1. Reductions in pain catastrophizing are more closely associated with improvements in emotional functioning than with pain intensity
Evidence Rating Level: 2 (Good)
This prospective observational study investigated whether pain catastrophizing, a maladaptive cognitive-emotional response to pain, is a static trait or a dynamic state influenced by interventional treatment outcomes. Among 128 adults with chronic low back pain (cLBP) undergoing fluoroscopic-guided steroid-based injections, the authors assessed changes in Pain Catastrophizing Scale (PCS) and Brief Pain Inventory (BPI) scores at baseline and one month post-procedure. Despite moderate improvements in pain severity and interference (especially in the affective REM domain: relationships, enjoyment, mood), the reduction in PCS scores was not statistically significant (mean change: −2.41, p=0.12), and the study was underpowered for this outcome. Notably, regression analysis identified baseline PCS and changes in REM as the strongest predictors of follow-up PCS scores, while pain severity, activity-related pain (WAW domain), and demographic or clinical variables (e.g., opioid use, prior surgery) were not significant predictors.
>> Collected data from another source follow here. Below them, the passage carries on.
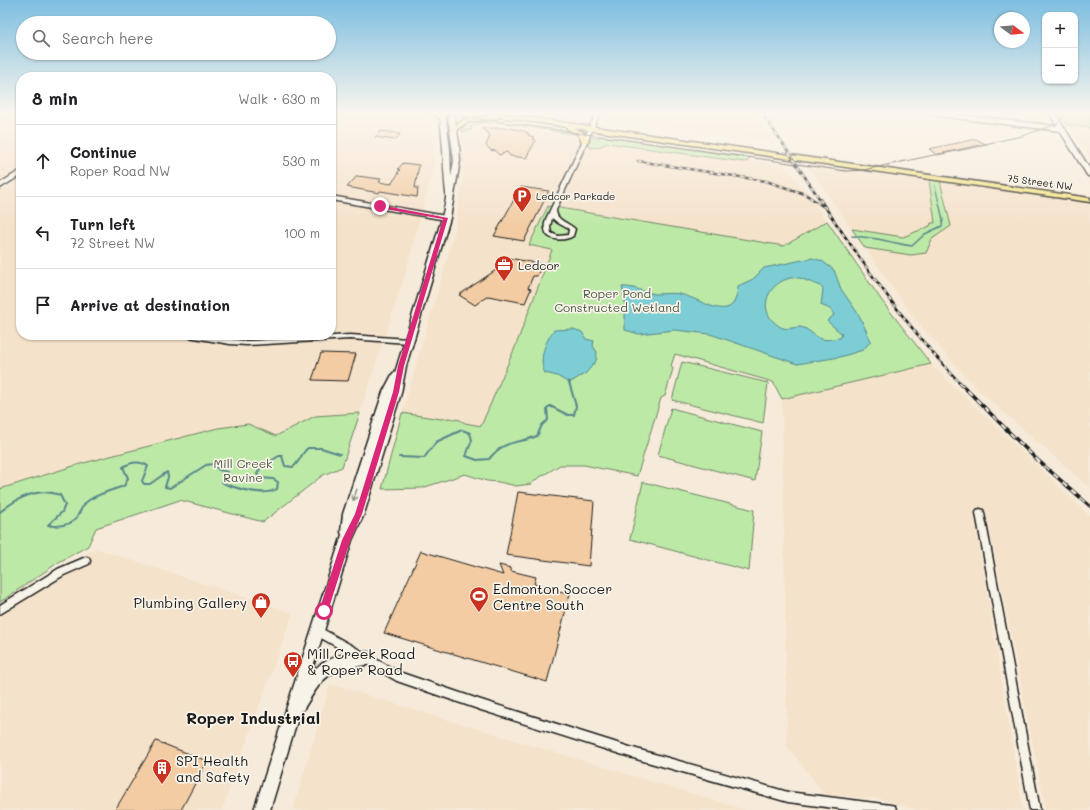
<!DOCTYPE html>
<meta charset="utf-8">
<style>
body{margin:0;font-family:Mali,sans-serif;background:#f2f2f2;color:#202124}
.controls{position:absolute;right:12px;top:12px;display:grid;overflow:hidden;border-radius:8px;box-shadow:0 1px 3px #0004}
.controls button{width:36px;height:36px;display:grid;place-items:center;padding:0;border:0;border-bottom:1px solid #e0e0e0;background:#fff;color:#202124;font:20px sans-serif}
.compass{position:absolute;left:994px;top:12px;width:36px;height:36px;border-radius:50%;background:#fff;box-shadow:0 1px 3px #0004;rotate:106deg}
.stop{position:absolute;width:12px;height:12px;margin:-9px;border:3px solid #db2777;border-radius:50%;background:#fff}
.stop.end{background:#db2777;border-color:#fff;box-shadow:0 1px 4px #0008}
.list{margin:0;padding:0;list-style:none}
h2{display:flex;justify-content:space-between;align-items:center;height:52px;margin:0;padding:0 16px;font-size:17px}
h2 small{font-size:13px;font-weight:400;color:#757577}
.list li{display:grid;grid-template-columns:26px 1fr auto;gap:12px;align-items:center;box-sizing:border-box;height:72px;padding:0 16px;border-top:1px solid #e0e0e0}
.list b{display:block;font-size:15px;white-space:nowrap}
.list p{margin:0;font-size:13px;white-space:nowrap;color:#757577}
.list em{font-size:13px;font-style:normal;color:#757577}
.icon{flex:none;width:22px;height:22px;fill:none;stroke:currentColor;stroke-width:2;stroke-linecap:round;stroke-linejoin:round}
.map{position:relative;flex:none;width:1090px;height:810px;overflow:hidden}
.search{position:absolute;background:#fff;box-shadow:0 1px 3px #0004;left:16px;top:16px;width:320px;height:44px;display:flex;align-items:center;gap:10px;box-sizing:border-box;padding:0 14px;border-radius:22px;color:#757577;font-size:15px}
.panel{position:absolute;background:#fff;box-shadow:0 1px 3px #0004;left:16px;top:72px;width:320px;height:268px;border-radius:16px}
.map>svg:first-child{display:block}
.built{fill:#f5e2ca}
.green{fill:#bde9a7;stroke:#6c8262}
.water{fill:#7ccdd4;stroke:#56868a;fill-rule:evenodd}
.lines{fill:none;stroke-linecap:round;stroke-linejoin:round}
.stream-far1{stroke:#56868a;stroke-width:1.5}
.stream{stroke:#56868a;stroke-width:2}
.building{fill:#f3cca3;stroke:#1c1c1c}
.street-casing{stroke:#1c1c1c;stroke-width:3}
.secondary-casing{stroke:#1c1c1c;stroke-width:3}
.primary-casing{stroke:#1c1c1c;stroke-width:3}
.street{fill:#f7f3e8;fill-rule:evenodd}
.secondary{fill:#f7f3e8;fill-rule:evenodd}
.primary{fill:#f6e381;fill-rule:evenodd}
.tram{stroke:#1c1c1c;stroke-width:1}
.rail-far1-casing{stroke:#1c1c1c;stroke-width:2.5}
.rail-casing{stroke:#1c1c1c;stroke-width:3.5}
.rail-far1{stroke:#f7f3e8;stroke-width:1.5;stroke-dasharray:4;stroke-linecap:butt}
.rail{stroke:#f7f3e8;stroke-width:2;stroke-dasharray:6;stroke-linecap:butt}
.oneway{stroke:#94928c}
.route{fill:#db2777}
.labels{text-anchor:middle;dominant-baseline:central;stroke-width:3.5;stroke-linejoin:round;paint-order:stroke}
.far-street-label{font-size:10px;fill:#1c1c1c;stroke:#f7f3e8}
.far-poi-label{font-size:10px;fill:#1c1c1c;stroke:#f7f3e8;text-anchor:start}
.poi-label{font-size:12px;fill:#1c1c1c;stroke:#f7f3e8;text-anchor:start}
.park-label{font-size:12px;fill:#4c5a46;stroke:#f7f3e8}
.near-poi-label{font-size:14px;fill:#1c1c1c;stroke:#f7f3e8;text-anchor:start}
.near-neighbourhood-label{font-size:16px;font-weight:bold;fill:#1c1c1c;stroke:#f7f3e8}
</style>
<div class="map">
<svg width="1090" height="810" viewBox="0 0 1090 810">
<rect width="100%" height="100%" fill="#f6ebda"/>
<filter id="ink" filterUnits="userSpaceOnUse"><feTurbulence type="fractalNoise" baseFrequency=".025" numOctaves="2"/><feDisplacementMap in="SourceGraphic" scale="8" xChannelSelector="R" yChannelSelector="G"/><feConvolveMatrix kernelMatrix="1 2 1 2 8 2 1 2 1" color-interpolation-filters="sRGB"/></filter>
<g filter="url(#ink)">
<g class="built">
<path d="M0,113H21V167L0,181Z"/>
<path d="M331,113H418L426,115L432,123L434,168L403,281L360,413L315,416L276,436L248,424L0,489V191L21,178V335H331Z"/>
<path d="M609,113H753L773,141L606,119Z"/>
<path d="M956,113H1047L1052,121L1041,123Z"/>
<path d="M490,122L491,124L785,165L827,221L784,246L548,206L529,245L552,250L516,345L481,426L402,413L454,234L463,174L462,132H467L469,127L476,124Z"/>
<path d="M1067,125L1090,128V158Z"/>
<path d="M808,166L837,172L843,167L1090,203V488L976,388L914,318Z"/>
<path d="M931,364L1090,516V810H1046L986,511L973,508L1023,810H917L880,799L825,795L787,746L782,399Z"/>
<path d="M95,548L293,613L222,810H0V615Z"/>
<path d="M330,684L746,810H293Z"/>
</g>
<g class="green">
<path d="M1060,113H1090V128L1067,125Z"/>
<path d="M478,119L574,132V134L565,133L493,121L491,124L490,122L476,124L470,127L472,128L471,130L462,132L463,126L468,122Z"/>
<path d="M601,136L749,158L748,161L744,162L607,143L599,147L591,148L588,145L591,137L599,138Z"/>
<path d="M929,180L940,181L951,226L932,239L926,253L911,255L865,248L852,229L903,237L930,226L931,223H935Z"/>
<path d="M548,206L784,246L827,221L882,301L931,364L782,399L773,382L675,354L671,366L673,369L665,396L661,398L637,476L584,465H560L537,479L531,484L516,486L499,482L487,481L465,474L422,488L382,489L402,413L441,419L449,418L460,420L465,423L481,426L516,345L552,250L529,245Z"/>
<path d="M682,362L768,383L763,423L672,400Z"/>
<path d="M671,408L762,432L755,481L658,455Z"/>
<path d="M360,413L342,467L323,475L263,522L180,500L96,528L88,546L59,562L0,602V489L80,464L218,428L248,424L276,436L315,416Z"/>
<path d="M643,482L754,510L749,571L630,539Z"/>
</g>
<g class="water">
<path d="M812,258L822,261L834,270L841,289L859,315L871,341L863,350L840,357L797,364L710,334L675,330L639,334L625,330V302L622,287C633,286 644,292 655,294C664,294 675,292 683,295C704,300 735,327 738,286L753,279L764,268ZM800,278L820,286L823,289L821,305L830,309L834,315L827,321L842,334L840,338C835,338 827,341 822,339C814,337 809,328 800,327C793,327 786,331 779,326C757,312 766,286 787,279C791,277 796,278 800,278Z"/>
<path d="M573,329L582,332L586,339L594,341L593,346L597,352L596,361L586,373L569,383L557,376L545,373C538,361 545,341 554,330Z"/>
</g>
<g class="lines">
<g class="stream-far1">
<path d="M852,236C864,237 875,238 887,241C897,243 902,245 912,246L925,234L942,226L943,220L935,186"/>
<path d="M569,381L570,383"/>
</g>
<g class="stream">
<path d="M399,457L424,458L436,442L462,430L470,433L472,440L466,456L477,460L489,459C506,438 516,445 537,436L542,425L548,420L547,408L550,406L568,415H574L576,406L569,382"/>
<path d="M0,512C17,498 38,487 60,495L65,505L62,512L48,525C54,527 57,526 63,525C82,522 76,509 89,500C100,493 112,490 124,486L128,478L123,467C131,462 140,461 148,466L142,481L144,484H150L167,472L168,477L165,487L170,488L206,465L213,464L219,470L228,472L222,482L225,484C239,489 263,497 277,489L278,482L273,479L260,478L257,474L261,467L279,456H282L285,466L293,467C300,462 301,453 308,448H321L340,454"/>
</g>
</g>
<g class="building">
<path d="M481,128H510L527,132L526,133H529L528,135L534,137L532,139L536,140L526,158L510,156L507,152L499,155L495,150L492,151L486,146L490,135Z"/>
<path d="M381,131L391,132L400,134L395,140L375,137Z"/>
<path d="M976,139L987,145L937,155L929,149Z"/>
<path d="M403,163L419,165L415,188H418L417,197L380,191L379,193L347,187L357,176L381,179L379,182L391,184L399,173H397L400,170L398,169Z"/>
<path d="M521,187L549,191L524,241L494,236Z"/>
<path d="M503,257L542,264L537,276H533L528,288L531,289L525,303L488,296L475,305L459,295L496,270Z"/>
<path d="M321,353L356,354L348,381L312,380Z"/>
<path d="M518,492L594,501L589,566L506,555Z"/>
<path d="M421,551L503,575L499,565L511,568V571L536,577L534,584L570,594L547,682L384,633Z"/>
<path d="M156,741L207,761L181,810H115Z"/>
</g>
<g class="lines">
<defs>
<g id="street">
<path d="M596,113H600L556,210C556,221 568,222 575,229L573,236C565,241 546,242 545,229C544,226 545,222 546,219ZM552,218L558,223L569,229L568,235L558,236L551,233L550,227Z"/>
<path d="M331,196L446,216L449,218L446,220L331,200Z"/>
<path d="M185,335C206,335 226,339 247,341L350,335L408,339L411,341L408,343L350,339L247,345L230,344L188,337Z"/>
<path d="M980,509L983,510L984,513L1040,810H1030L976,513L977,510Z"/>
<path d="M86,557L89,558L90,561L89,564L64,575L0,614V605L58,569Z"/>
<path d="M317,626L399,672L481,700L633,748L788,792L891,805L895,806L896,810H849L788,802L633,758L481,710L397,681L314,634L312,631L314,628Z"/>
</g>
<g id="secondary">
<path d="M439,113H445L450,150L451,177L454,161L448,113H454L459,143L460,161L450,218L406,366L401,393L364,514L352,540L311,673C321,660 355,647 371,653L373,658L371,663L366,665C325,671 324,676 303,710L300,711L270,810H254L342,535L341,532L343,514L383,392L393,373H395L442,218C443,211 447,200 446,193C443,167 444,140 439,113Z"/>
<path d="M928,113H943L1057,126L1049,113H1055L1090,169V177L1087,175L1060,131L931,115Z"/>
<path d="M21,170V175L0,188V183Z"/>
</g>
<g id="primary">
<path d="M431,113H438L446,118L441,119Z"/>
<path d="M484,113H498L1090,198V202L574,128L583,132L589,141L585,143H582L578,134L567,129V127L499,117L496,119L468,122L456,130L451,129L464,119L490,116Z"/>
</g>
</defs>
<use href="#street" class="street-casing"/>
<use href="#secondary" class="secondary-casing"/>
<use href="#primary" class="primary-casing"/>
<use href="#street" class="street"/>
<use href="#secondary" class="secondary"/>
<use href="#primary" class="primary"/>
<path class="tram" d="M438,113L846,171L864,170L1022,136L1057,124L1062,119L1064,113"/>
<defs>
<g id="rail-far1">
<path d="M762,113C825,205 883,302 960,383"/>
<path d="M638,161L766,181L805,194L824,207"/>
</g>
<path id="rail" d="M959,382L1033,456L1090,506"/>
</defs>
<use href="#rail-far1" class="rail-far1-casing"/>
<use href="#rail" class="rail-casing"/>
<use href="#rail-far1" class="rail-far1"/>
<use href="#rail" class="rail"/>
</g>
<defs><path id="oneway-shaft" d="M-6 0H5M1.5-3L5.5 0L1.5 3" fill="none" stroke-width="1.6" stroke-linecap="round" stroke-linejoin="round"/></defs>
<use class="oneway" href="#oneway-shaft" transform="translate(355 495) rotate(108)"/>
</g>
<linearGradient id="sky" x2="0" y2="1"><stop stop-color="#7dbee0"/><stop offset="0.5" stop-color="#fbf6ee"/><stop offset="1" stop-color="#fbf6ee" stop-opacity="0"/></linearGradient>
<rect width="1090" height="226" fill="url(#sky)"/>
<path class="route" d="M380,205L448,218L404,366L399,392L362,514L350,541L328,611L327,614L324,615L321,614L319,611L342,540L355,514L393,392L398,366L443,219L379,208Z"/>
<defs>
<symbol id="parking-pin" viewBox="-11 -11 22 30"><path d="M0 17L-7.5 6A9.5 9.5 0 1 1 7.5 6Z" fill="#c8321e" stroke="#f7f3e8"/><path d="M-3.5-5.5H1a3.5 3.5 0 0 1 0 7H-1V5.5H-3.5ZM-1-3.4V-.6H.8a1.4 1.4 0 0 0 0-2.8Z" fill="#fff"/></symbol>
<symbol id="office-pin" viewBox="-11 -11 22 30"><path d="M0 17L-7.5 6A9.5 9.5 0 1 1 7.5 6Z" fill="#c8321e" stroke="#f7f3e8"/><path d="M-6-3h4V-5.5h4V-3h4V5H-6ZM-1-4.5V-3h2v-1.5ZM-6 0V1H6V0Z" fill="#fff"/></symbol>
<symbol id="stadium-pin" viewBox="-11 -11 22 30"><path d="M0 17L-7.5 6A9.5 9.5 0 1 1 7.5 6Z" fill="#c8321e" stroke="#f7f3e8"/><path d="M0-5a6.5 5 0 1 0 0 10a6.5 5 0 1 0 0-10ZM-3.5-1.8h7v3.6h-7Z" fill="#fff"/></symbol>
<symbol id="shop-pin" viewBox="-11 -11 22 30"><path d="M0 17L-7.5 6A9.5 9.5 0 1 1 7.5 6Z" fill="#c8321e" stroke="#f7f3e8"/><path d="M-5-2.5h2.3a2.7 3.5 0 0 1 5.4 0H5L5.5 6h-11ZM-1.5-2.5h3a1.5 2.3 0 0 0-3 0Z" fill="#fff"/></symbol>
<symbol id="bus-pin" viewBox="-11 -11 22 30"><path d="M0 17L-7.5 6A9.5 9.5 0 1 1 7.5 6Z" fill="#c8321e" stroke="#f7f3e8"/><path d="M-5-6H5V4H4V6H2V4H-2V6H-4V4H-5ZM-3.5-4V0h7V-4ZM-3.5 1.2v1.5H-2V1.2ZM2 1.2v1.5H3.5V1.2Z" fill="#fff"/></symbol>
<symbol id="building-pin" viewBox="-11 -11 22 30"><path d="M0 17L-7.5 6A9.5 9.5 0 1 1 7.5 6Z" fill="#c8321e" stroke="#f7f3e8"/><path d="M-4-6H4V6H1V3H-1V6H-4ZM-2.5-4.3h1.7v1.8h-1.7ZM.8-4.3h1.7v1.8H.8ZM-2.5-1h1.7V.8h-1.7ZM.8-1h1.7V.8H.8Z" fill="#fff"/></symbol>
</defs>
<g fill-rule="evenodd">
<use href="#parking-pin" x="511" y="185" width="22" height="30"/>
<use href="#office-pin" x="493" y="254" width="22" height="30"/>
<use href="#stadium-pin" x="468" y="585" width="22" height="30"/>
<use href="#shop-pin" x="250" y="591" width="22" height="30"/>
<use href="#bus-pin" x="282" y="650" width="22" height="30"/>
<use href="#building-pin" x="151" y="757" width="22" height="30"/>
</g>
<g class="labels">
<g class="far-street-label">
<text transform="translate(1040 182) rotate(8)">75 Street NW</text>
</g>
<g class="far-poi-label">
<text x="536" y="196">Ledcor Parkade</text>
</g>
<g class="poi-label">
<text x="518" y="265">Ledcor</text>
</g>
<g class="park-label">
<text x="617" y="293">Roper Pond<tspan x="617" dy="14">Constructed Wetland</tspan></text>
<text x="243" y="463">Mill Creek<tspan x="243" dy="14">Ravine</tspan></text>
</g>
<g class="near-poi-label">
<text x="493" y="588">Edmonton Soccer<tspan x="493" dy="16">Centre South</tspan></text>
<text x="247" y="602" text-anchor="end">Plumbing Gallery</text>
<text x="307" y="653">Mill Creek Road<tspan x="307" dy="16">&amp; Roper Road</tspan></text>
<text x="176" y="760">SPI Health<tspan x="176" dy="16">and Safety</tspan></text>
</g>
<g class="near-neighbourhood-label">
<text x="253" y="717">Roper Industrial</text>
</g>
</g>
</svg>
<div class="controls">
<button>+</button>
<button>−</button>
</div>
<svg class="compass" viewBox="-18 -18 36 36"><path d="M0-13l5 13h-10z" fill="#e53935"/><path d="M0 13l5-13h-10z" fill="#757577"/></svg>
<div class="stop" style="left:324px;top:611px"></div>
<div class="stop end" style="left:380px;top:206px"></div>
<div class="search"><svg class="icon" aria-label="search" viewBox="0 0 24 24"><circle cx="10" cy="10" r="6"/><path d="M15 15l6 6"/></svg>Search here</div>
<section class="panel">
<h2>8 min<small>Walk · 630 m</small></h2>
<ul class="list">
<li><svg class="icon" aria-label="ahead" viewBox="0 0 24 24"><path d="M12 20V5M6 11l6-6 6 6"/></svg><div><b>Continue</b><p>Roper Road NW</p></div><em>530 m</em></li>
<li><svg class="icon" aria-label="left" viewBox="0 0 24 24"><path d="M17 20v-9H6M10 6l-5 5 5 5"/></svg><div><b>Turn left</b><p>72 Street NW</p></div><em>100 m</em></li>
<li><svg class="icon" aria-label="arrive" viewBox="0 0 24 24"><path d="M6 21V4h12l-3 4 3 4H6"/></svg><div><b>Arrive at destination</b></div></li>
</ul>
</section>
</div>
Correlation analysis revealed that improvement in emotional-affective domains of functioning, rather than pain intensity alone, was more closely tied to reductions in catastrophizing. These findings suggest that emotional recovery may be a more relevant therapeutic target than sensory pain relief alone when aiming to reduce maladaptive pain coping mechanisms. The study also supports conceptualizing catastrophizing as a modifiable psychological state rather than a fixed trait.